== Task description ==
Retype word for word the lines of the data below, from the first to the one bearing "List all labels, markers", with that one included.
━━ Given entries ━━
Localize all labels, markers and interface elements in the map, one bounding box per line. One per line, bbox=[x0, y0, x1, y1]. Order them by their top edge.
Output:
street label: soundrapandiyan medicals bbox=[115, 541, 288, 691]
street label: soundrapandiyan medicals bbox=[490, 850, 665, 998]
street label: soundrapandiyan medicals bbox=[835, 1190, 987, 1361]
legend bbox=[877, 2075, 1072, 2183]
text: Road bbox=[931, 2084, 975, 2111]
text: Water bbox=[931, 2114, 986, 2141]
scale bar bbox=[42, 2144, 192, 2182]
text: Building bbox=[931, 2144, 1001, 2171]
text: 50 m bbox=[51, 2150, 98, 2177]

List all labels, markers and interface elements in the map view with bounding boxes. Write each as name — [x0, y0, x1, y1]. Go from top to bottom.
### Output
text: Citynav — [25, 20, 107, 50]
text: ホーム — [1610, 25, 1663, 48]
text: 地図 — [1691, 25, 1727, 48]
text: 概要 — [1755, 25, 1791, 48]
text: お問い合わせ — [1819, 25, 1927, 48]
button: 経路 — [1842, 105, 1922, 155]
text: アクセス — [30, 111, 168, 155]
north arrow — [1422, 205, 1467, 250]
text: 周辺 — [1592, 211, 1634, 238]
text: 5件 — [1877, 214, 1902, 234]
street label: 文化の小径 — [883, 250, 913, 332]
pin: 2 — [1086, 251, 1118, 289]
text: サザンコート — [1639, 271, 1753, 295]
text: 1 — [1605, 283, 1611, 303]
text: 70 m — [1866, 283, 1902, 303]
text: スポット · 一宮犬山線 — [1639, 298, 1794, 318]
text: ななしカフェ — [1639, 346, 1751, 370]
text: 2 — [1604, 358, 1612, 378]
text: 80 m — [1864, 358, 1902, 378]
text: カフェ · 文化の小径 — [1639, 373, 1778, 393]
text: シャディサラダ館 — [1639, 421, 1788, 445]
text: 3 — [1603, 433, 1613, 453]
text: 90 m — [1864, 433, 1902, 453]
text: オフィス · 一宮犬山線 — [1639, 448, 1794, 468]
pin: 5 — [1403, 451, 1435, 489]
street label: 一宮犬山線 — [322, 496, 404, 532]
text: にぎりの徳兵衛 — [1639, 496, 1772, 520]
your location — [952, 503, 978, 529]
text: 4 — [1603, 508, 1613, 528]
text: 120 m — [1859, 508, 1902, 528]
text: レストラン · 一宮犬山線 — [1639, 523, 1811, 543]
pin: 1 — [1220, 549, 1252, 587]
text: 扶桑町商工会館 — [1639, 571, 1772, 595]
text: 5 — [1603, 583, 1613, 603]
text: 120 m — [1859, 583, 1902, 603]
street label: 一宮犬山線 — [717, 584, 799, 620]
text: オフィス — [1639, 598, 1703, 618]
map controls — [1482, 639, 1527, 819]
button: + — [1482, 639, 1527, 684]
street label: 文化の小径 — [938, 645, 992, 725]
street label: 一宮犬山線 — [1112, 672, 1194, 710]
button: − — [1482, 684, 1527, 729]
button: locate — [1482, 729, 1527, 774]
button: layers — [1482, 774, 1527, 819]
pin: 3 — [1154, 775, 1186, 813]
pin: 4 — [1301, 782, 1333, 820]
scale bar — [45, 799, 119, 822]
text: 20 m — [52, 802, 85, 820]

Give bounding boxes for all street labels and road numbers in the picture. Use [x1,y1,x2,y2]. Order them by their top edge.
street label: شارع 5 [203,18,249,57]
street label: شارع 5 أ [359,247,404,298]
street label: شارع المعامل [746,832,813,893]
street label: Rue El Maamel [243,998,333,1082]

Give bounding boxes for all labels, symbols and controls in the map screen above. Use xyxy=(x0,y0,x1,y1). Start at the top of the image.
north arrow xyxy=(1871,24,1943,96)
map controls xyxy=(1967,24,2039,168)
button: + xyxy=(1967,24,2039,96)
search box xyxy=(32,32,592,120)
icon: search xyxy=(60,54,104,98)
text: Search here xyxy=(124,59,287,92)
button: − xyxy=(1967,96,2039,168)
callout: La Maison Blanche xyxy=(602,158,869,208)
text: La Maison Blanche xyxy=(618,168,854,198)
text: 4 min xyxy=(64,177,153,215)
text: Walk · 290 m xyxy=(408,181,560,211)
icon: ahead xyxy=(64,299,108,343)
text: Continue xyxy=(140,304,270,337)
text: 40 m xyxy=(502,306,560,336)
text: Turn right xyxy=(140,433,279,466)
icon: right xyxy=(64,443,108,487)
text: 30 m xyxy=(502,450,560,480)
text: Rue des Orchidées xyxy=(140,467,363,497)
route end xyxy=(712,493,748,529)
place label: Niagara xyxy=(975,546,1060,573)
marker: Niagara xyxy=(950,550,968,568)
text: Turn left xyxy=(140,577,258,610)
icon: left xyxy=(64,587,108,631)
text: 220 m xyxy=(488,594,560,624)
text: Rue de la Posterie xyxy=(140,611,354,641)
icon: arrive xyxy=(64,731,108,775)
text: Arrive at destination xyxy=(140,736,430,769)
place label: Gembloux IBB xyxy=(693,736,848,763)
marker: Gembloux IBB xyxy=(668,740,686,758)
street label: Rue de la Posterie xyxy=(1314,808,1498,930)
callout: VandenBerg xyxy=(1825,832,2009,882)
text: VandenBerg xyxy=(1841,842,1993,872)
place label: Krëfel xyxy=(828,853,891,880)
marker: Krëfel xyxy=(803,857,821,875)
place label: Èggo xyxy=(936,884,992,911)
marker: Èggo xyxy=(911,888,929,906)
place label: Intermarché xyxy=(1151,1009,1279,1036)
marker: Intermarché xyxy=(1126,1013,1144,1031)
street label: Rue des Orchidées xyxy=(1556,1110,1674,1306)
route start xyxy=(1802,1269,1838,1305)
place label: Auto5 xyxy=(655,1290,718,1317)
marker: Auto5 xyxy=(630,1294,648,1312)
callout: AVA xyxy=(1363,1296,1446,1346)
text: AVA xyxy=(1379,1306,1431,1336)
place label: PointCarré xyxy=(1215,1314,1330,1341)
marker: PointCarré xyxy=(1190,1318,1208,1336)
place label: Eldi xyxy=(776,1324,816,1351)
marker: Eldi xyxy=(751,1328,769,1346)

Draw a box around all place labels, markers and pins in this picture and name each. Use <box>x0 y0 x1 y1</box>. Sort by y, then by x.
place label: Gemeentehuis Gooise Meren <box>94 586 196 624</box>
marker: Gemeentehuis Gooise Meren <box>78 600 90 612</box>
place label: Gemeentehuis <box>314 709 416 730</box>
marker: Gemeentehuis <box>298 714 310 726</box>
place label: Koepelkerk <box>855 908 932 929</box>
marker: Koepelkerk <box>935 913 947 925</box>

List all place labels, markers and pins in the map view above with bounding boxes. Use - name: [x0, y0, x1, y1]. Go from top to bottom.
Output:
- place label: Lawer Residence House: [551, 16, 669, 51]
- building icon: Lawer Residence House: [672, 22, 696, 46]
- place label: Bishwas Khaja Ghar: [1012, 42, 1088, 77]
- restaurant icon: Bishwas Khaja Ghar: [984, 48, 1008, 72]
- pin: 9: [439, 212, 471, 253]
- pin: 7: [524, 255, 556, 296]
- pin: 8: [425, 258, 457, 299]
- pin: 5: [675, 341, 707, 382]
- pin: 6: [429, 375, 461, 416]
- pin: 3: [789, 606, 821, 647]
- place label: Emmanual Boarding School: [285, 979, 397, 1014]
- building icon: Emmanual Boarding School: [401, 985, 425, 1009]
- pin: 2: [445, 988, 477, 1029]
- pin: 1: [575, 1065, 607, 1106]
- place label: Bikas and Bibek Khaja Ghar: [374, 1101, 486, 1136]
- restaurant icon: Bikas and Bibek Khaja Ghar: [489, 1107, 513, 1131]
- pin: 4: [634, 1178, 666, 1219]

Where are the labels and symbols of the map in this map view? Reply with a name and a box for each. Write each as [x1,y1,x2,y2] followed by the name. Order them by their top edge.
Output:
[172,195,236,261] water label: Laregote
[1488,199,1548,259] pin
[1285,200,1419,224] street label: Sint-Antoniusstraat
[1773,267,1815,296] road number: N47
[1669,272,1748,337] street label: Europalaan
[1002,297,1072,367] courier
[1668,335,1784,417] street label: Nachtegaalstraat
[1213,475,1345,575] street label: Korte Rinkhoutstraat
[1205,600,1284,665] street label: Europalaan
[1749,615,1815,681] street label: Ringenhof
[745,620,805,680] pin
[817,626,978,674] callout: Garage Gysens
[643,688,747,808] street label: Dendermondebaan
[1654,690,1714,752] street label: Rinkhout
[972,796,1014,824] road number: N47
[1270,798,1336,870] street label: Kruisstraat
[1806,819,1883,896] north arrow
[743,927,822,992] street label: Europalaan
━━━
== Result of this task ==
Localize all labels, markers and interface elements in the map, one bounding box per line. One per line, bbox=[x0, y0, x1, y1]. Order them by their top edge.
Output:
street label: soundrapandiyan medicals bbox=[115, 541, 288, 691]
street label: soundrapandiyan medicals bbox=[490, 850, 665, 998]
street label: soundrapandiyan medicals bbox=[835, 1190, 987, 1361]
legend bbox=[877, 2075, 1072, 2183]
text: Road bbox=[931, 2084, 975, 2111]
text: Water bbox=[931, 2114, 986, 2141]
scale bar bbox=[42, 2144, 192, 2182]
text: Building bbox=[931, 2144, 1001, 2171]
text: 50 m bbox=[51, 2150, 98, 2177]

List all labels, markers and interface elements in the map view with bounding boxes. Write each as name — [x0, y0, x1, y1]. Go from top to bottom.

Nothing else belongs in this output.